Speaker Guide

This document is a guide to people who are going to speak at a conference, and are interested in tips and tricks for composing and delivering a successful talk.

It is intended to be relatively light-weight, focusing on the most common mistakes and useful tips. However, it’s not written in stone - any “rule” will have exceptions! Never feel forced to hammer a talk into a set of rules if you don’t think the circumstances warrant.

You can find other speaker and conference-related information in FAQ.
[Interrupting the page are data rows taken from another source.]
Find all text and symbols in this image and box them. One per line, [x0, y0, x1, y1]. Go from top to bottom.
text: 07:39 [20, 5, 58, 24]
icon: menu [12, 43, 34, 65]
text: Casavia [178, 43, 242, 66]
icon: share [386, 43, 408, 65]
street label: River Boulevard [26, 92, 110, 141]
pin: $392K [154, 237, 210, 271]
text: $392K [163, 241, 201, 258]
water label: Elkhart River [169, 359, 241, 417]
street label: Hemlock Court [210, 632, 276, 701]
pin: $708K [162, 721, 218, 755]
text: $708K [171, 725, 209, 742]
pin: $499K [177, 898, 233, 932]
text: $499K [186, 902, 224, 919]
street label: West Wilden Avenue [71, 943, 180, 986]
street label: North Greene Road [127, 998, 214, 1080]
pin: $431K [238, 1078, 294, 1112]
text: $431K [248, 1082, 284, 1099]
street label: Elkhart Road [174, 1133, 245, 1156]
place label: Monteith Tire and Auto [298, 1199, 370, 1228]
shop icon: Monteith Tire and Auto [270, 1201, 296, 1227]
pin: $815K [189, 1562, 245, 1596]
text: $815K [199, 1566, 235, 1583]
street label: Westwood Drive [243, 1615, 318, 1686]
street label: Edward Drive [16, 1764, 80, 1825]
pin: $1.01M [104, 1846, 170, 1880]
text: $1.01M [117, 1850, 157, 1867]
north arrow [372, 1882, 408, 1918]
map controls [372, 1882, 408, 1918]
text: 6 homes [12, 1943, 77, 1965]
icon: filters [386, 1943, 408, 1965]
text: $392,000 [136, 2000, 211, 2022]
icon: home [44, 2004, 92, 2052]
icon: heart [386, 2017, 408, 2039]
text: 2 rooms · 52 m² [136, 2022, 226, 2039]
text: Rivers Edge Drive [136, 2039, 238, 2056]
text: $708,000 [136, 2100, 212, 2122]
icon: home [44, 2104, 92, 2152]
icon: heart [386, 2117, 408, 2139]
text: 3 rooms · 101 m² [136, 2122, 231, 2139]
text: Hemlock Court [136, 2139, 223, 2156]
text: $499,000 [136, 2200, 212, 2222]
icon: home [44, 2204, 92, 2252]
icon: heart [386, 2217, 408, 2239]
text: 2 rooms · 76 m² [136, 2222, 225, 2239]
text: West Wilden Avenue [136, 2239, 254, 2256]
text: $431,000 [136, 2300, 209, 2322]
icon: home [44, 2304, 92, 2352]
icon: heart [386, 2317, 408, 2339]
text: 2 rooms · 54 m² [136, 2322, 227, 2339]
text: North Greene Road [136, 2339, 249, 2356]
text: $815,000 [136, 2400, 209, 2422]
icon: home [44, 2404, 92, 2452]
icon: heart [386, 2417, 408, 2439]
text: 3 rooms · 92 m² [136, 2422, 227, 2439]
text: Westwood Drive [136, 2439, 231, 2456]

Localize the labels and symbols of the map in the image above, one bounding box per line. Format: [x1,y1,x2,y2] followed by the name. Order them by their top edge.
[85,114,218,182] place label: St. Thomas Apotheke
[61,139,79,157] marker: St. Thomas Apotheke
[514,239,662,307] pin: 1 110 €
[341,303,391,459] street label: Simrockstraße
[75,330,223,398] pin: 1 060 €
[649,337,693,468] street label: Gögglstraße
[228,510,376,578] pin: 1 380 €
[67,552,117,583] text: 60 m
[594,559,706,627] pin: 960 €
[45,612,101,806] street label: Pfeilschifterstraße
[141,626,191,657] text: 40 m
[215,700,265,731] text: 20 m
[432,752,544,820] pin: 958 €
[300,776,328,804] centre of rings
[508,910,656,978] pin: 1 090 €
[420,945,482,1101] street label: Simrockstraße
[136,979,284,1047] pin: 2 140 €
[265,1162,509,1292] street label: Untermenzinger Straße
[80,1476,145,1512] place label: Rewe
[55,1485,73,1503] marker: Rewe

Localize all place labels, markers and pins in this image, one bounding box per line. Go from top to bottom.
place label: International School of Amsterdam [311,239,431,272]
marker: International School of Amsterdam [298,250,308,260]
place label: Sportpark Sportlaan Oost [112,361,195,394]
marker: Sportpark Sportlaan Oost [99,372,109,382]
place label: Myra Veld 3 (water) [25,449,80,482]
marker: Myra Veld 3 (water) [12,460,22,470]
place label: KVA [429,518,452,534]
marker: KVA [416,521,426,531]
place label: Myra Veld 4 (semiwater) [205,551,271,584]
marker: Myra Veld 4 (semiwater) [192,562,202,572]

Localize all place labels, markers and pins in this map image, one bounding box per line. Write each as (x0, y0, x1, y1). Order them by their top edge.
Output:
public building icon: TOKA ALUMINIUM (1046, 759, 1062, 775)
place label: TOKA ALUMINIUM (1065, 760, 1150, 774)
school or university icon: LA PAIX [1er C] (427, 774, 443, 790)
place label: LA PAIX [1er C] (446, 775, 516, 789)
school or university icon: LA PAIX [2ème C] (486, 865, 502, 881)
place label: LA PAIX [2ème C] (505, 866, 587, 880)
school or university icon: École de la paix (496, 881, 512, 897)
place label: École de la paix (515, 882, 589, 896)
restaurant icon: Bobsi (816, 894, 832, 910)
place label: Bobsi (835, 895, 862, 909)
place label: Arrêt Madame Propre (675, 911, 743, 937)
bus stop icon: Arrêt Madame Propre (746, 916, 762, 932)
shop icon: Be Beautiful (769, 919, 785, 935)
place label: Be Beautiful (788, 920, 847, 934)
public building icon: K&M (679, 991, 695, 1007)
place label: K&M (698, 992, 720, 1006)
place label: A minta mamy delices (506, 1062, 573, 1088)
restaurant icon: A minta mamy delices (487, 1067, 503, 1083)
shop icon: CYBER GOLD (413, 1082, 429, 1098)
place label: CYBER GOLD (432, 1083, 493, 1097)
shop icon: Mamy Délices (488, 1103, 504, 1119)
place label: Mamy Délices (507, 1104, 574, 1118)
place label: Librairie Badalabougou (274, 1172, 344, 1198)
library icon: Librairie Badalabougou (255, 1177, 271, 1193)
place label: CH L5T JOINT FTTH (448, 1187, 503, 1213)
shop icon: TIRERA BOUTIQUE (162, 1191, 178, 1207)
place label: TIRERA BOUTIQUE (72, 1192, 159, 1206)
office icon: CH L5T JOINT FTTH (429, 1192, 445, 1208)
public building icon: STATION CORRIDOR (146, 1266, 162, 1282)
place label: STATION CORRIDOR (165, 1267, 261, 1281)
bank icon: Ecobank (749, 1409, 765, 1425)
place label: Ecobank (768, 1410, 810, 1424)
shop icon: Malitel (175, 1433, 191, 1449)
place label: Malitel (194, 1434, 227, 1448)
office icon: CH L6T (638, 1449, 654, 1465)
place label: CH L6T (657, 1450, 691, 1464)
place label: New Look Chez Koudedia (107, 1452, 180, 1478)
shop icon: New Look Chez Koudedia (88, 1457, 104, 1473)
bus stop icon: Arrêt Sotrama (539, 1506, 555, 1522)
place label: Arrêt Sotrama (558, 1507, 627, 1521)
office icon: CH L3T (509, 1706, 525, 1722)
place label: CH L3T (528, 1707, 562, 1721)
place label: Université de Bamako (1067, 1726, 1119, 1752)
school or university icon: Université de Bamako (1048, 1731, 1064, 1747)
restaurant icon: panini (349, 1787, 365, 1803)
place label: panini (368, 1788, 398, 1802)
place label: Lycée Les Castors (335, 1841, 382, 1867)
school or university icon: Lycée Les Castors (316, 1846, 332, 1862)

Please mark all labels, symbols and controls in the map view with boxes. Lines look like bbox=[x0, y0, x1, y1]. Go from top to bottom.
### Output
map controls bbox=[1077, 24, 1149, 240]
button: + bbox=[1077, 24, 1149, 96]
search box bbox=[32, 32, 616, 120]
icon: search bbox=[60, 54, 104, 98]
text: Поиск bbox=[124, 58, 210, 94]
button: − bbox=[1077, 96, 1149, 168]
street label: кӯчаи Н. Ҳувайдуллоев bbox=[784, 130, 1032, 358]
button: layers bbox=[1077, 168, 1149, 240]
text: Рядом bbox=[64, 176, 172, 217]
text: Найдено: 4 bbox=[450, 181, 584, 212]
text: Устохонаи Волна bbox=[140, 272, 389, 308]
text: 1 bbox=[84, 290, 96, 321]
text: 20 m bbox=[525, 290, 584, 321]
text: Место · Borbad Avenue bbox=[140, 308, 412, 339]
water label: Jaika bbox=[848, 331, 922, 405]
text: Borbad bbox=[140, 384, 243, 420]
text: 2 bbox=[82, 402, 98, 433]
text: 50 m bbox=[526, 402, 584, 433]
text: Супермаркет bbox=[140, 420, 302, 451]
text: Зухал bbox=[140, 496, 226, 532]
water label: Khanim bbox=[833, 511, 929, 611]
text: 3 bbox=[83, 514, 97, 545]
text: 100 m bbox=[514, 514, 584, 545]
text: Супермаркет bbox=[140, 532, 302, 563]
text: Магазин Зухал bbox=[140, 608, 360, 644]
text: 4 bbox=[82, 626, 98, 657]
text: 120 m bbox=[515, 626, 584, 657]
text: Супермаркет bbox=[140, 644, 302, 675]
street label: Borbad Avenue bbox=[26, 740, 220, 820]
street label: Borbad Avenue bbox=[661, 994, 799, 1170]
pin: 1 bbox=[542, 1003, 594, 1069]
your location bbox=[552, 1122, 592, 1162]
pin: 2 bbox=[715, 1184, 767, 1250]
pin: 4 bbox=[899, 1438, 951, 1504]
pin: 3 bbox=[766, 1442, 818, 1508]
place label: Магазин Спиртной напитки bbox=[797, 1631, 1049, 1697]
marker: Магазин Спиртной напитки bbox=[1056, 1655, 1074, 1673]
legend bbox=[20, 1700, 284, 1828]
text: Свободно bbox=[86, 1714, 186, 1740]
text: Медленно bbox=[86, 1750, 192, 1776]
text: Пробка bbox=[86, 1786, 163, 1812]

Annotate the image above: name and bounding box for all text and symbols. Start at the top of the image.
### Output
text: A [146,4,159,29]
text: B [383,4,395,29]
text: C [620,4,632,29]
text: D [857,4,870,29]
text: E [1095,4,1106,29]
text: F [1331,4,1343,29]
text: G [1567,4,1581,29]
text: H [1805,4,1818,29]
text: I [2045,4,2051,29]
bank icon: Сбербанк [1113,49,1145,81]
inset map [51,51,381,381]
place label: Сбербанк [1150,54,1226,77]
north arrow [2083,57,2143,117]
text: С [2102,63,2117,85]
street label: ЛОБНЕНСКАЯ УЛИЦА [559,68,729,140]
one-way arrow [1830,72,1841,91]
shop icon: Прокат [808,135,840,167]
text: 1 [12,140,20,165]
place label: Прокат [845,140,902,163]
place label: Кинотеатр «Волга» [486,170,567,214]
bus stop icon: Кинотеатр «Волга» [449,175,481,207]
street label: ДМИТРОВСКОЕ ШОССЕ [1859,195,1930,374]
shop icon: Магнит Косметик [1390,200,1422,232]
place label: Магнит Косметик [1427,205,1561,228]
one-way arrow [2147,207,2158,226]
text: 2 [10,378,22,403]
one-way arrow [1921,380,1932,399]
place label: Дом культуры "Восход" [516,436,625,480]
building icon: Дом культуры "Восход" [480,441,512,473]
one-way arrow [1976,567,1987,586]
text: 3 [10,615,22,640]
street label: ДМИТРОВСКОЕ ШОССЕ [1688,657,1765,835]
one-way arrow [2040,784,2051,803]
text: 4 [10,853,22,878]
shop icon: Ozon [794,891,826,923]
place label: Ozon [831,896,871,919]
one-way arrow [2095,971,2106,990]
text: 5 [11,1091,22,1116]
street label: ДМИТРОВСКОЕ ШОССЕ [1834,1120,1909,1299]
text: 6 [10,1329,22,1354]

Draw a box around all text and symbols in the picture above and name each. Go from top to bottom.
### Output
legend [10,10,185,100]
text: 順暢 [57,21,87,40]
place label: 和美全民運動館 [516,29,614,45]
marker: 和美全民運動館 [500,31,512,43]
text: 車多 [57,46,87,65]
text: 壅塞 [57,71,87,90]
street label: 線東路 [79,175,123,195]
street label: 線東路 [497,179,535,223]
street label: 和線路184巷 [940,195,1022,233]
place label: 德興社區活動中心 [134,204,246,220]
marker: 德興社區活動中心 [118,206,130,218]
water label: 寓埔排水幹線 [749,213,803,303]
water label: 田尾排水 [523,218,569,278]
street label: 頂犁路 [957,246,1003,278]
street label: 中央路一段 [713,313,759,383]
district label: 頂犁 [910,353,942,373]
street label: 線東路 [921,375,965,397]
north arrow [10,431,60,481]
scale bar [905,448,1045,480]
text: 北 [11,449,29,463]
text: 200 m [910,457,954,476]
Organization of Talk and Slides
You can use any presentation slide deck you wish. We also put together a DevConf.CZ slide deck template in 16:9 and 4:3 format for your convenience.
Do this... In order to avoid...
Plan for an audience of people who do not share your technical background. At most industry conferences, you can expect your audience to have diverse backgrounds and levels of technical expertise, unless your conference is narrowly focused on some domain. Not knowing who your audience is and how to tailor your talk for them.
Build up context slowly: Most audience members will be unfamiliar with your topic of expertise. Spending time at the beginning of your talk on “basic” context and information will actually help you go “faster” at the end, since you already built your foundation. Consider addressing questions like:
  • Why is the problem or topic I am talking about important?
  • What are fundamental terms, definitions, concepts that a non-expert would not know?
Assuming your audience has the basic context and knows most of the things that you do.
Focus on strategic choices of details that tell the important story, and provide links to more detailed resources such as blog posts, papers, code repos, software documentation, etc. Too much detail: New speakers often feel like they need to convey every possible detail in a talk, and end up obscuring the important narratives.

Tips for Slide Decks
Do this... In order to avoid...
Use figures, diagrams, plots. Using non-text visuals is often the best possible way to convey information, so strive to replace text with visuals wherever you can. Using figures typically requires more preparation, since it forces you to talk about your slides instead of just reading them. (This is a good thing! See speaking tips below.) Wall of text: a slide covered with lots of small-font text that no one can read.
Keep equations or other math to a minimum and in large font only! Favor diagrams when possible. When you do use math, explain terms, parameters, etc, in non-technical terms. Convey the meaning behind the math; do not show derivations. Wall of math: Anybody in the audience who wants to see more math should be referred to source material for further reading.
If you need to show source code, it should fit easily on the side in 14pt font (or larger!). Otherwise consider some other approach to present your ideas such as block diagrams that convey what the code does. Wall of code: Nobody can (or wants to!) read a small-font page of code.
Make clear diagrams and figures to express what you are trying to show. Wall of logos: Dozens of logos on a slide trying to convey some notion of large interoperability or ecosystem. Mostly it is visually confusing and overwhelming.
Expand all acronyms in slides when they appear for the first time. In order not to lose audience members, provide explanations during the talk about what the acronyms stand for. Use of acronyms that the audience does not understand.
General advice:
  • Pictures and diagrams are much better than words!
  • Re-use visual conventions and metaphors. If you use a figure or symbol to represent some idea, re-use it everywhere you need it. Your audience will find it much easier to follow your narrative when they can recognize recurring ideas visually.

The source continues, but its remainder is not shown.